In MRFDCNet, the dilation rates of the dilated convolution also significantly affect the network performance. To investigate the effectiveness of the sequence of dilation rates utilized in the network, we compare several sequences of MRFDC block 2 dilation rates. In Table 6, the sequence of small dilation rates {1, 2, 4, 8, 1, 2, 4, 8} obtains 71.2% mIoU on the Cityscapes test set. The large receptive field sequences can effectively improve accuracy, and the performance of the dilation rate sequence {4, 4, 8, 8, 16, 16, 32, 32} improves by 0.6%. The sequence of symmetric dilation rates that we propose achieves the best mIoU. The experiment shows that the network can obtain the best performance by setting reasonable dilation rates.
We test four variants of the GA module. The GA module aims to use high-level semantic context to guide low-level spatial details. As shown in Table 7, MRFDCNet can achieve 71.8% mIoU without using the GA module.

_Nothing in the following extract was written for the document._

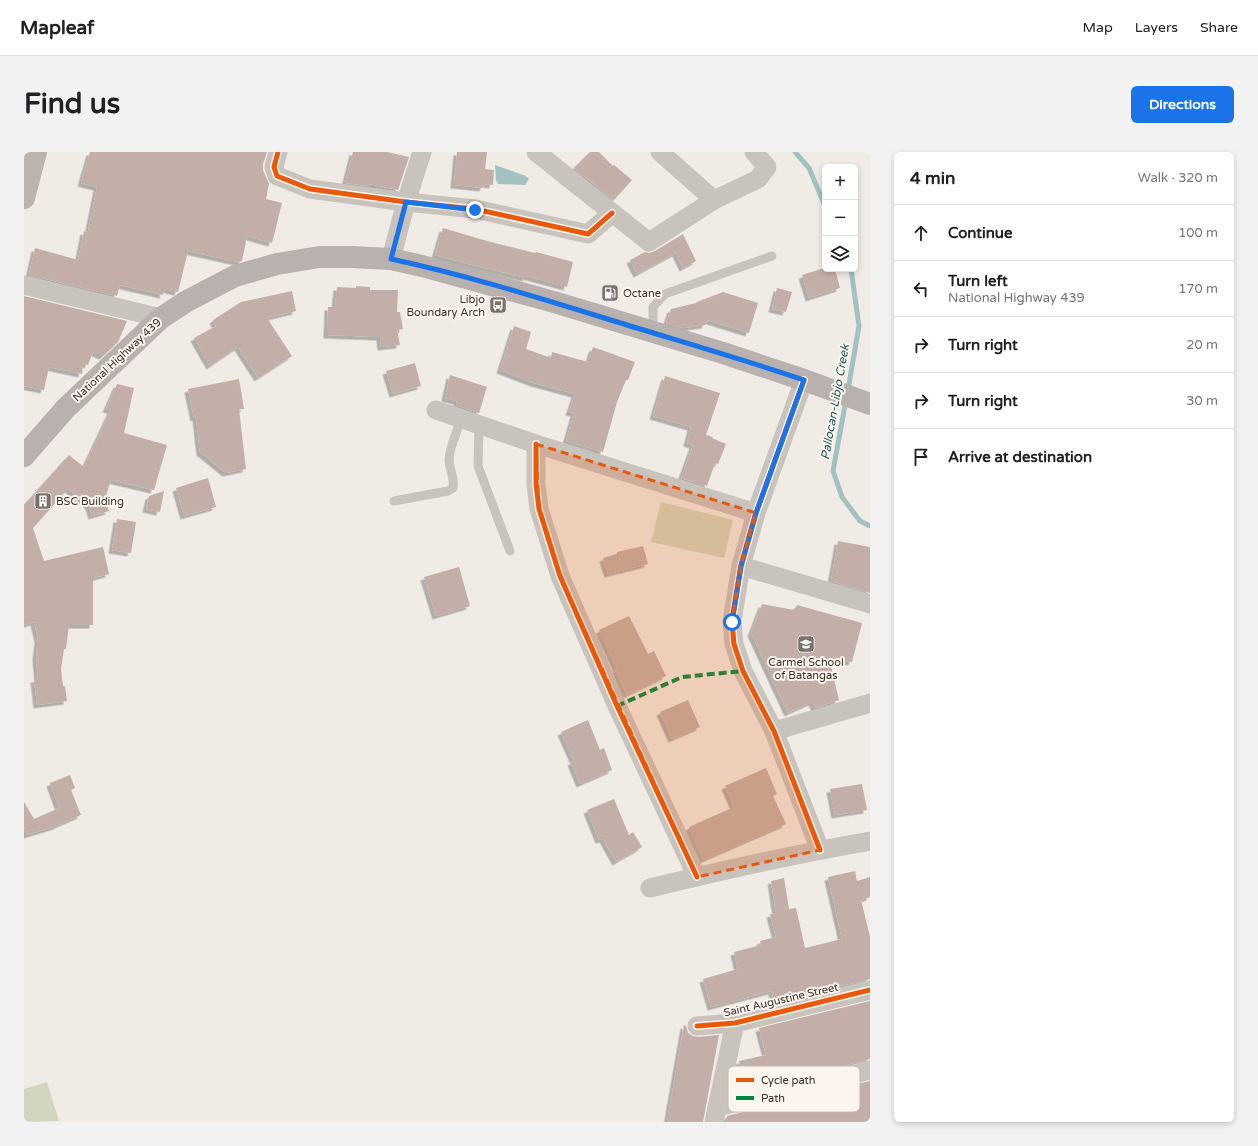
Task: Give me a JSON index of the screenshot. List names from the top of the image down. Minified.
{"streets":{"main road":["National Highway 439"],"street":["Saint Augustine Street"]},"water":["Pallocan-Libjo Creek"],"places":{"fuel station":["Octane"],"bus stop":["Libjo Boundary Arch"],"building":["BSC Building"],"school or university":["Carmel School of Batangas"]},"legend":["Cycle path","Path"],"page":{"header":"Mapleaf","nav":["Map","Layers","Share"],"buttons":"Directions","title":"Find us","heading":["4 min","Walk · 320 m"],"map_buttons":["+","−"],"list":[["Continue","100 m"],["Turn left","National Highway 439","170 m"],["Turn right","20 m"],["Turn right","30 m"],"Arrive at destination"]}}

The use of skip connections to combine the input with the GA module can recover the initial spatial details. The GA module without combining the initial input obtains 72.2% mIoU. The position of the combination of the input and GA module also affects the accuracy, as shown in Figure 6. Combining the input with the initial position of the 1/8 feature map significantly degrades the network performance. The best performance is achieved when the input is combined with 1/8 feature map branch 2. The experimental results show that the GA module can further improve the segmentation accuracy of the network.

5. Conclusions
In this paper, we propose MRFDC module to extract features and enhance feature flow through dense connection. The network can achieve the best performance by properly setting the dilation rates of the depthwise dilated separable convolution in the MRFDC module. The GA module improves the network performance by aggregating low-level spatial details and high-level semantic context. The proposed model achieves significant improvements over the current advanced methods on the Cityscapes and CamVid datasets, achieving a balance between segmentation accuracy, the number of parameters, and inference speed. Through ablation studies on the Cityscapes test set, we demonstrate the influences of different components on the segmentation accuracy. We hope that our method will promote further research in the semantic segmentation field. In the future, we would like to reduce model parameters and achieve the best performance possible.
Data Availability
We used the Cityscapes dataset and CamVid dataset.
Conflicts of Interest
The authors declare that they have no conflicts of interest.
Acknowledgments
The research was supported by the Natural Science Foundation of China under grant no. 61703046 and the Fundamental Research Funds for the Central Universities under grant no. (2015ZCQ-XX).